At the end of long night of close contests, Republican candidates appeared on the verge of pulling off a surprising clean sweep of statewide races for the Supreme Court and Court of Appeals. With an unknown number of mail-in ballots yet to be counted, however, at least one, and possibly others, appear too close to call.
The closest race was for Chief Justice of the Supreme Court where Associate Justice Paul Newby held a razor-thin lead of just a few thousand votes out of more than 5 million thus far counted over incumbent Cheri Beasley.
The seven–member court, on which Democrats have held a 6-1 advantage, will slide to a 4-3 Democratic majority if Newby’s margin holds and Republicans maintain two other leads in races for associate justice seats.

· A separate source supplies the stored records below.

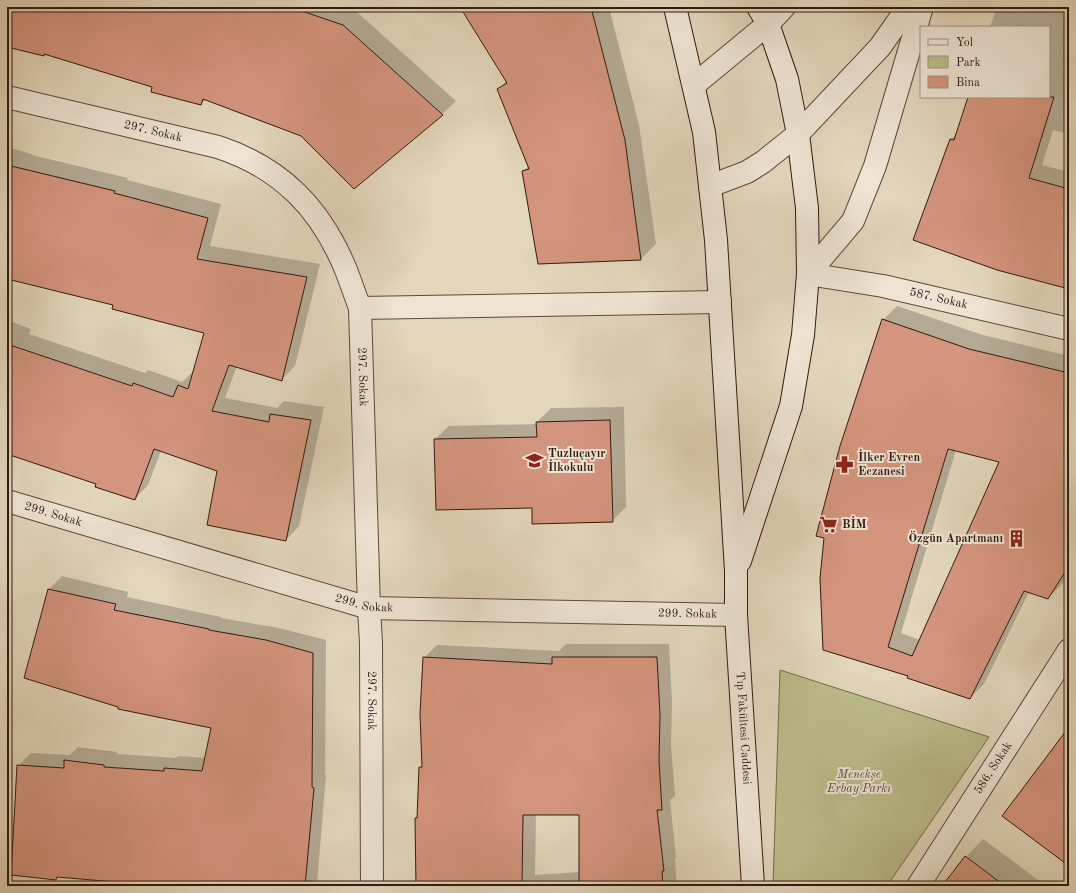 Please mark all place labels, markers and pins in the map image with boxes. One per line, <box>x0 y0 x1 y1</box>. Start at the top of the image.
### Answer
place label: Tuzluçayır İlkokulu <box>548 448 605 474</box>
place label: İlker Evren Eczanesi <box>858 449 920 478</box>
school or university icon: Tuzluçayır İlkokulu <box>525 451 545 471</box>
pharmacy icon: İlker Evren Eczanesi <box>835 455 855 475</box>
supermarket icon: BİM <box>819 515 839 535</box>
place label: BİM <box>842 516 867 531</box>
building icon: Özgün Apartmanı <box>1006 529 1026 549</box>
place label: Özgün Apartmanı <box>908 530 1003 545</box> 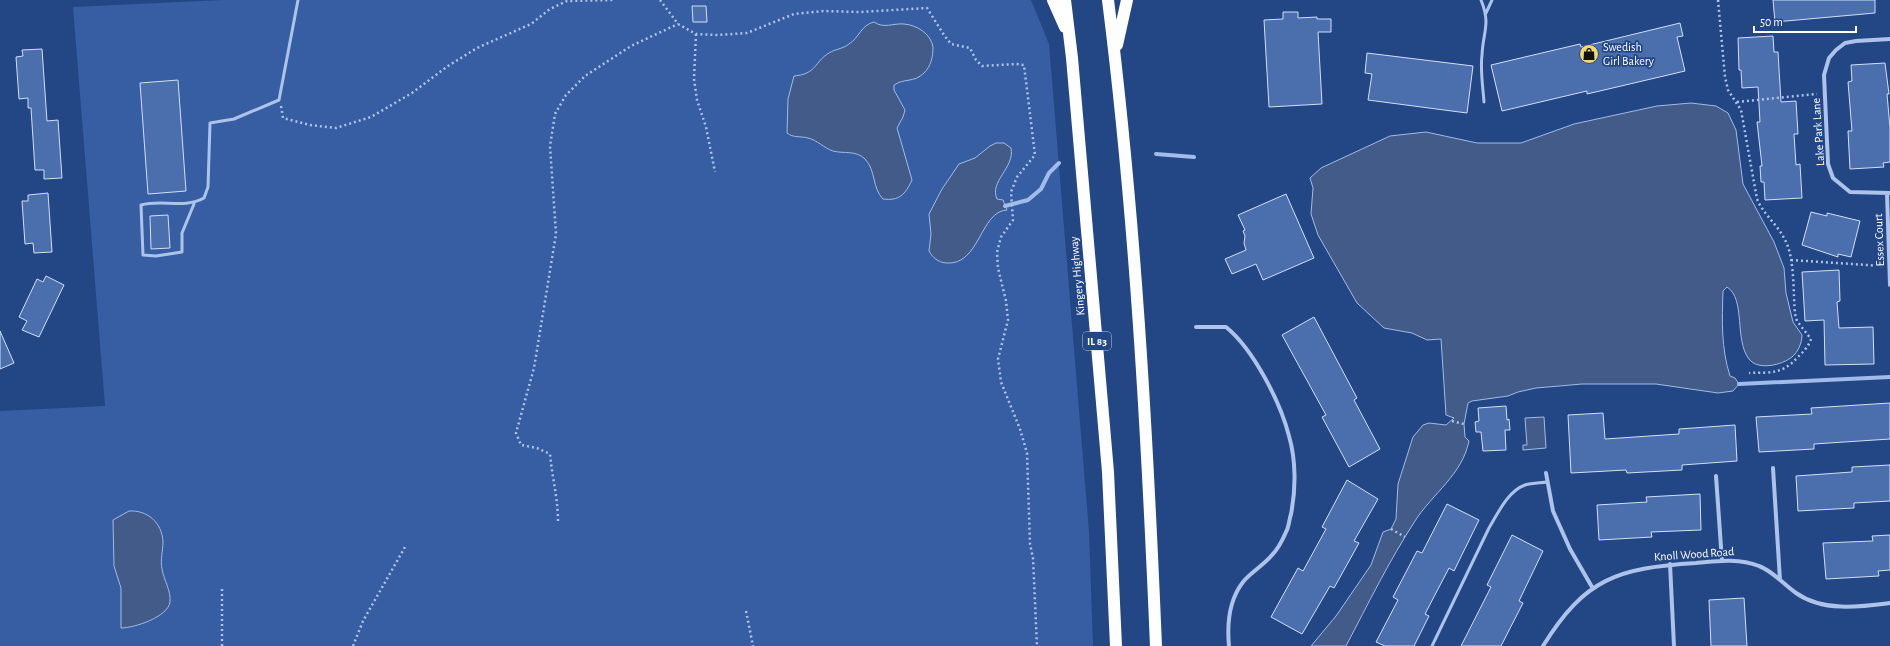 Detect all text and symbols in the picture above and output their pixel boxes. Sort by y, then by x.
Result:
scale bar [1754,8,1856,34]
text: 50 m [1760,16,1783,28]
place label: Swedish Girl Bakery [1603,41,1654,68]
shop icon: Swedish Girl Bakery [1578,43,1600,65]
street label: Lake Park Lane [1810,98,1826,166]
street label: Essex Court [1872,213,1886,267]
street label: Kingery Highway [1068,236,1087,316]
road number: IL 83 [1083,332,1111,350]
street label: Knoll Wood Road [1653,545,1735,563] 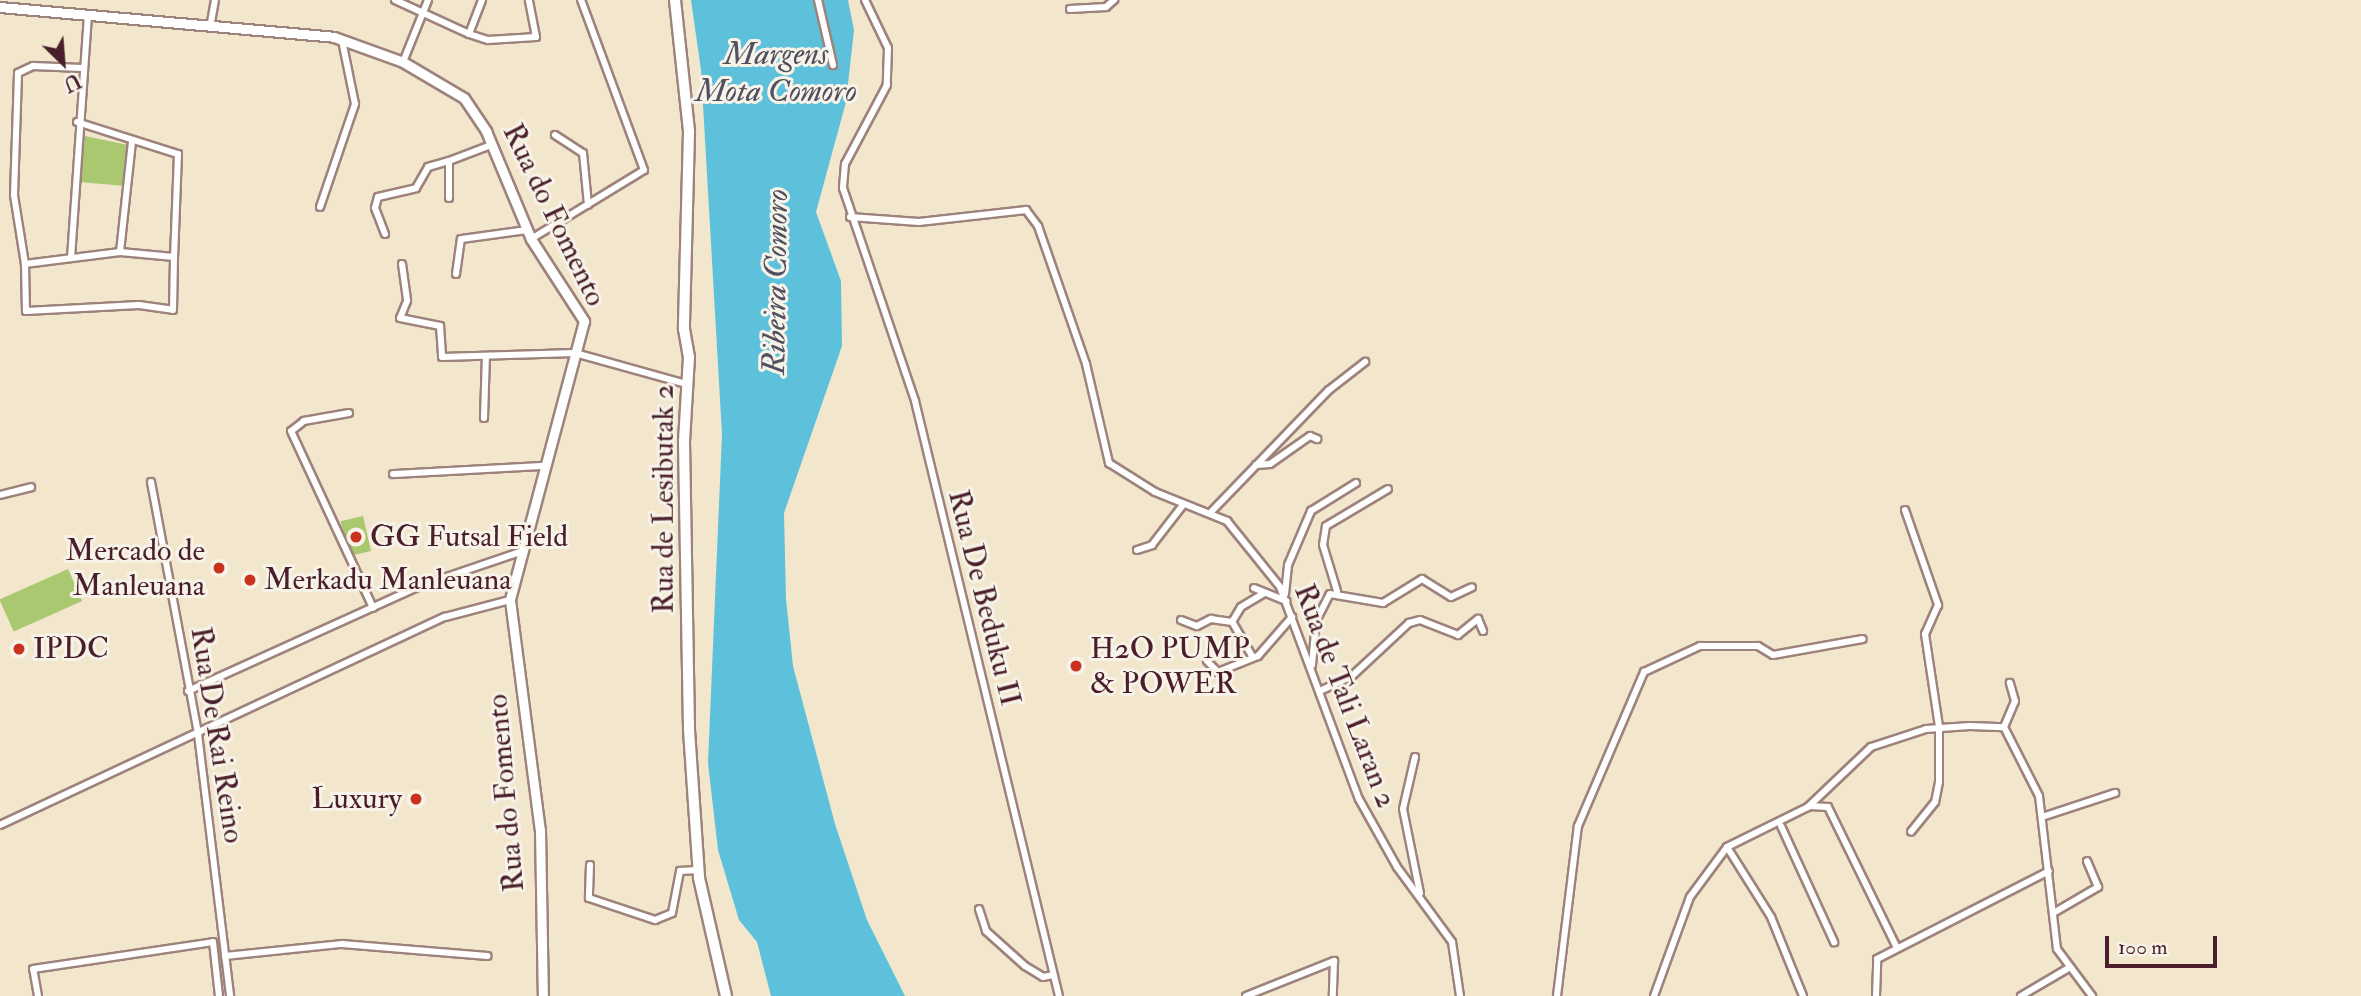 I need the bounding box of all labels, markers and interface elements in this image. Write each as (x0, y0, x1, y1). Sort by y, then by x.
north arrow (28, 28, 98, 98)
water label: Margens Mota Comoro (695, 36, 857, 111)
text: U (60, 68, 84, 96)
street label: Rua do Fomento (494, 118, 614, 312)
water label: Ribeira Comoro (755, 189, 797, 375)
street label: Rua de Lesibutak 2 (646, 384, 682, 614)
street label: Rua De Beduku II (940, 486, 1028, 710)
place label: GG Futsal Field (370, 519, 568, 555)
marker: GG Futsal Field (348, 529, 364, 545)
place label: Mercado de Manleuana (66, 533, 205, 604)
marker: Mercado de Manleuana (211, 560, 227, 576)
place label: Merkadu Manleuana (264, 562, 512, 598)
marker: Merkadu Manleuana (242, 572, 258, 588)
street label: Rua de Tali Laran 2 (1286, 579, 1404, 813)
street label: Rua De Rai Reino (182, 624, 252, 846)
place label: IPDC (33, 631, 109, 667)
place label: H2O PUMP & POWER (1090, 631, 1250, 702)
marker: IPDC (11, 641, 27, 657)
marker: H2O PUMP & POWER (1068, 658, 1084, 674)
street label: Rua do Fomento (479, 693, 533, 893)
place label: Luxury (312, 781, 402, 817)
marker: Luxury (408, 791, 424, 807)
scale bar (2109, 922, 2221, 966)
text: 100 m (2118, 934, 2168, 961)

In one of those races, GOP challenger Tamara Barringer – a former Republican state senator from Wake County – appears to have defeated incumbent justice Mark Davis. In the other, Phil Berger, Jr., the son of state Senate President Pro Tem Phil Berger, narrowly leads fellow Court of Appeals Judge Lucy Inman.
Meanwhile, Republicans also appear to have been successful in all five Court of Appeals contests with a victory by incumbent Chris Dillon, as well as newcomers April Wood, Fred Gore, Jeff Carpenter and Jefferson Griffin. Both Wood and Gore were victorious in races for open seats vacated by Democrats while Carpenter and Griffin defeated Democratic incumbents Reuben Young and Chris Brook, respectively. Dillon fended off challenger Gray Styers.
Democrats had enjoyed an 8-7 partisan advantage on the 15-member court, but yesterday’s results appear to have left them with just four members – though that could rise to five assuming Berger’s lead in the Supreme Court race holds and a Democrat is appointed by Gov. Roy Cooper to fill the slot he will vacate.
If Newby ultimately prevails over Beasley it will forestall what would have been a historic moment as Beasley is the first Black woman to lead the court and a victory would have marked the first time that a person of color has been elected the chief justice position. She previously served as an associate justice before being appointed by Gov. Cooper to lead the court in 2019 after the resignation of former chief Mark Martin.
Newby – an arch-conservative – was highly critical, and by all appearances highly resentful, of Cooper’s decision to elevate Beasley to the Chief Justice position over him when it became vacant. Newby cited his greater seniority on the court in expressing his disappointment with being passed over.
As is frequently the case with judicial races in North Carolina – especially during presidential election years in which the ballot is a crowded one – none of the contests generated much attention or news coverage in recent weeks and all appeared to be greatly influenced by the performance of candidates at the top of the ticket, with all winners registering 50% to 51% of the vote.
Ultimately, the final results appeared to validate the politically motivated decision of Republican lawmakers in recent years to change all judicial races from nonpartisan to partisan.